■ EXERCISE DETAILS ■
Go through the entries below. Copy each line in which "green" appears.

━━━━━━━━━━

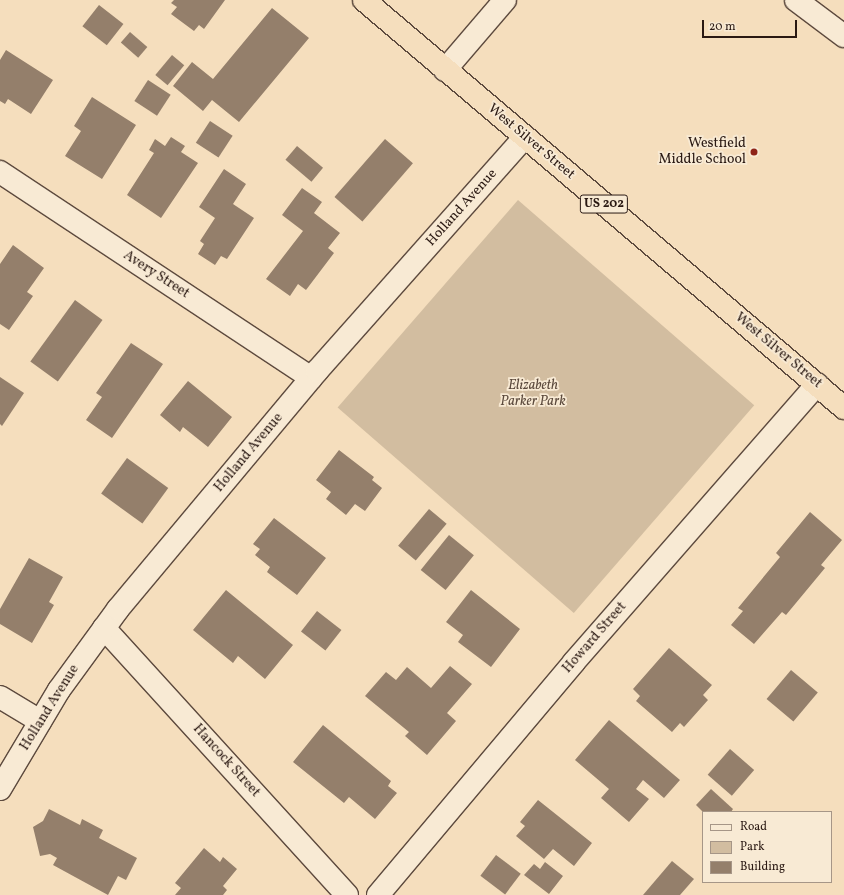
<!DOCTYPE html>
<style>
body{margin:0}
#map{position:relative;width:844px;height:895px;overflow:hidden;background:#f5debd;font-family:Vollkorn,serif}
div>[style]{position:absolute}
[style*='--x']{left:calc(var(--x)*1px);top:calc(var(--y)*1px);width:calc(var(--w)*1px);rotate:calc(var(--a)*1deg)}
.green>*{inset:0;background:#d2bda0;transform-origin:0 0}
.building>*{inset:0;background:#947f6b;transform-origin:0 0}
.roads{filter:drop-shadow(1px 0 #5d4a3e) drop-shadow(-1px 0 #5d4a3e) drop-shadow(0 1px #5d4a3e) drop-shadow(0 -1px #5d4a3e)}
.minor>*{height:22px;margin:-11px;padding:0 11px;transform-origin:11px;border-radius:11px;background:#f8ead4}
.highway>*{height:22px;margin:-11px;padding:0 11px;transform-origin:11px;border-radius:11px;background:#f5debd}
.dots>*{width:11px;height:11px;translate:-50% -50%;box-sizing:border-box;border:2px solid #f8ead4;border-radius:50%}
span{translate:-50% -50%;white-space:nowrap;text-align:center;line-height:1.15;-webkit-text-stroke:3.5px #f8ead4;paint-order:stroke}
.shield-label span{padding:1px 3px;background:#f8ead4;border:1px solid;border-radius:3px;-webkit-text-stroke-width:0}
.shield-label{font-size:13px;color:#2a1913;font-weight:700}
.street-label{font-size:14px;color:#2a1913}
.poi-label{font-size:14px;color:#2a1913}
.right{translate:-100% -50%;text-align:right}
.park-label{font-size:14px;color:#5c4a3d;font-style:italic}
.legend{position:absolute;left:702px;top:811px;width:130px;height:72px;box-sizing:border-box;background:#f8ead4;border:1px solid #a69687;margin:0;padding:5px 7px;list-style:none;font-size:12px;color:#2a1913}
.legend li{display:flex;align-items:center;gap:8px;height:20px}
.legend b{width:20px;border:1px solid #a69687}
.scale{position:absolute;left:702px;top:20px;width:95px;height:18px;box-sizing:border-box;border:2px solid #2a1913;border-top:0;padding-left:5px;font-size:12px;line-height:14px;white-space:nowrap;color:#2a1913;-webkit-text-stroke:3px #f8ead4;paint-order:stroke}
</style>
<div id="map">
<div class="green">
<div style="left:518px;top:200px;width:313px;height:275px;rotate:41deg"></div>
</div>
<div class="building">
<div style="clip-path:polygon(174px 0,225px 0,204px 29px,199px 25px,194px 31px,171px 14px,177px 7px,171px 3px)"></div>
<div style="left:99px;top:5px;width:31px;height:27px;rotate:38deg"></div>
<div style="clip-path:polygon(272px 8px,309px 38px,239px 122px,212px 100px,203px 111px,173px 86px,192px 62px,213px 79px)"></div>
<div style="left:130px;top:32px;width:23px;height:14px;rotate:41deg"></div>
<div style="clip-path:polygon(6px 50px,53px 80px,31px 114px,8px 99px,5px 104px,0 101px,0 60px)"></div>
<div style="left:172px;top:55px;width:16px;height:26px;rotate:40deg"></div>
<div style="left:148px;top:80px;width:27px;height:25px;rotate:33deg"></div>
<div style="clip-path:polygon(92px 97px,136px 125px,102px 179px,65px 156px,81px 131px,74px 126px)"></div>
<div style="left:210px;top:121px;width:27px;height:26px;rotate:33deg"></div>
<div style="clip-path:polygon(171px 137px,185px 146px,181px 152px,198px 163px,161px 218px,127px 195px,154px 153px,149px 150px,155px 139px,165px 146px)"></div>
<div style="left:385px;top:139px;width:37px;height:77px;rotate:41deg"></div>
<div style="left:297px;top:146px;width:34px;height:18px;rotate:40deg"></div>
<div style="clip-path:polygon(224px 169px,246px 184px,233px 204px,254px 218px,227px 259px,221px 256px,215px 265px,198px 254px,204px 244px,200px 241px,215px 218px,199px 207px)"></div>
<div style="clip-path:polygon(302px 188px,322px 202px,314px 213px,340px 233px,328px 248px,334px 253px,306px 290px,298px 284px,290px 296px,266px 279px,303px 231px,282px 215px)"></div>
<div style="clip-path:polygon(13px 245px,44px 268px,27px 292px,33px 296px,9px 330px,0 324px,0 264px)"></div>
<div style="left:75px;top:300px;width:34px;height:76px;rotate:36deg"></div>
<div style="clip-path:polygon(131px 343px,163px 364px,112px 438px,86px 420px,102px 397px,96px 393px)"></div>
<div style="clip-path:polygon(0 377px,24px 393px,2px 426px,0 424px)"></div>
<div style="clip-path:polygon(188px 381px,232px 417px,208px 447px,183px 427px,180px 432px,160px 415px)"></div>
<div style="clip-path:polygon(339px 450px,374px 477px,372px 480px,382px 488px,365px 511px,355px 504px,346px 515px,326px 499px,331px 492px,316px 480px)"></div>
<div style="left:127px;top:458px;width:51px;height:44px;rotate:36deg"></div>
<div style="left:429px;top:509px;width:23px;height:48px;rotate:40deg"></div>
<div style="clip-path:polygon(810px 512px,842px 540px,821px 565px,825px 568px,786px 615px,782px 612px,754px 644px,731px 625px,743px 611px,738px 608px,780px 557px,776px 553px)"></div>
<div style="clip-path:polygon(274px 518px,326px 558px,297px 595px,267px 572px,270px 567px,255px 555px,260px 549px,253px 544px)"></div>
<div style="left:449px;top:535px;width:32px;height:45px;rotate:39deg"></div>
<div style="clip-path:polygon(29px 558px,63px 577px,49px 602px,54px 605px,32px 643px,0 624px,0 609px)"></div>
<div style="clip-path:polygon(226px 590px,293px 645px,265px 679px,238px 656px,233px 663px,193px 630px)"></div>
<div style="clip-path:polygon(471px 590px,520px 629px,491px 667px,458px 642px,463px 635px,446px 622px)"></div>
<div style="left:317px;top:611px;width:31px;height:26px;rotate:38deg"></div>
<div style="clip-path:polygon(669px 648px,712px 685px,703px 695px,708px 700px,684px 727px,680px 723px,672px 732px,636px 701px,640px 696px,633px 689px)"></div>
<div style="clip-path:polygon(450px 666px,472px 684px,447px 713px,456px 721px,427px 755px,405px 736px,409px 732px,365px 696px,386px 672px,396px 680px,407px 667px,431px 688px)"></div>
<div style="left:791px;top:670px;width:35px;height:38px;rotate:40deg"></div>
<div style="clip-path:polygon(609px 720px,680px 780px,664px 798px,643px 780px,636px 789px,649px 799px,629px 822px,601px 798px,609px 789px,575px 760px)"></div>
<div style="clip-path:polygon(323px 725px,391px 781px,388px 786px,397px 793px,375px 819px,349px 797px,344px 803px,293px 762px)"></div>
<div style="left:730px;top:749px;width:32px;height:34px;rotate:41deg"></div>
<div style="clip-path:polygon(711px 789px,733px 809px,731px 812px,703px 812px,696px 805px)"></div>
<div style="clip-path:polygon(538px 800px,592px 843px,574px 866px,553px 849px,544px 859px,516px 836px,525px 826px,520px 822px)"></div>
<div style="clip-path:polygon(49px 809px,80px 825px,82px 819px,103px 830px,99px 838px,137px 858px,126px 880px,118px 876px,108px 895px,53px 865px,57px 858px,50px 854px,40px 856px,33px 827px,43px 821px)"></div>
<div style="clip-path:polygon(204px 848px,220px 862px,223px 857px,237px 869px,223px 886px,227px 890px,223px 895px,175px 895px,181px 888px,175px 883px)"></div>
<div style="left:496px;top:855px;width:31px;height:26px;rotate:37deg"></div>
<div style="clip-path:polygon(672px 861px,694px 879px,680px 895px,643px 895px)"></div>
<div style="clip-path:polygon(545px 862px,563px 876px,549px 894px,524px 875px,534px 864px,540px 869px)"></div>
</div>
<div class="roads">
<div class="minor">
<div style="--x:796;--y:0;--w:60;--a:36.9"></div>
<div style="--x:445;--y:70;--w:92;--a:-49.4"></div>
<div style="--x:0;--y:172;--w:373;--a:33.5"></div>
<div style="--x:104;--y:628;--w:361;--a:47.7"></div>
<div style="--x:0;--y:697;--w:47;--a:31"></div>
<div style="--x:0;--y:789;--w:115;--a:-59.2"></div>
<div style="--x:59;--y:690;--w:100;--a:-53.9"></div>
<div style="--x:118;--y:609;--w:310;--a:-50.1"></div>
<div style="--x:317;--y:371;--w:313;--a:-48.4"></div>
<div style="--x:378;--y:895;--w:304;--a:-49.9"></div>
<div style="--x:574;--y:662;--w:369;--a:-48.8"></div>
</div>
<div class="highway">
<div style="--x:364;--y:0;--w:630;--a:40.36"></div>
</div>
</div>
<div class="dots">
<div style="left:754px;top:152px;background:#8f2418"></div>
</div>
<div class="shield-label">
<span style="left:604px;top:204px">US 202</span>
</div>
<div class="street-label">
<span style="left:531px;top:142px;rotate:40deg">West Silver Street</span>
<span style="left:462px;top:208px;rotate:-48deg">Holland Avenue</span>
<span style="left:156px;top:275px;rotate:33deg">Avery Street</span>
<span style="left:778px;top:351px;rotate:40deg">West Silver Street</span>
<span style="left:249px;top:453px;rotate:-50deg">Holland Avenue</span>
<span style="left:595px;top:638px;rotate:-49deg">Howard Street</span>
<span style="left:50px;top:708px;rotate:-58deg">Holland Avenue</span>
<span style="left:226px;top:761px;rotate:48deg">Hancock Street</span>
</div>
<div class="poi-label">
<span class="right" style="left:746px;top:152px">Westfield<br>Middle School</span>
</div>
<div class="park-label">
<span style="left:533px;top:394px">Elizabeth<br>Parker Park</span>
</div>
<ul class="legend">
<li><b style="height:5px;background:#f8ead4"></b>Road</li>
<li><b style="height:11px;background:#d2bda0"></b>Park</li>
<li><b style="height:11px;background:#947f6b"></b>Building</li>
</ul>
<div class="scale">20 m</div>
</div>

━━━━━━━━━━

■ ANSWER SECTION ■
.green>*{inset:0;background:#d2bda0;transform-origin:0 0}
<div class="green">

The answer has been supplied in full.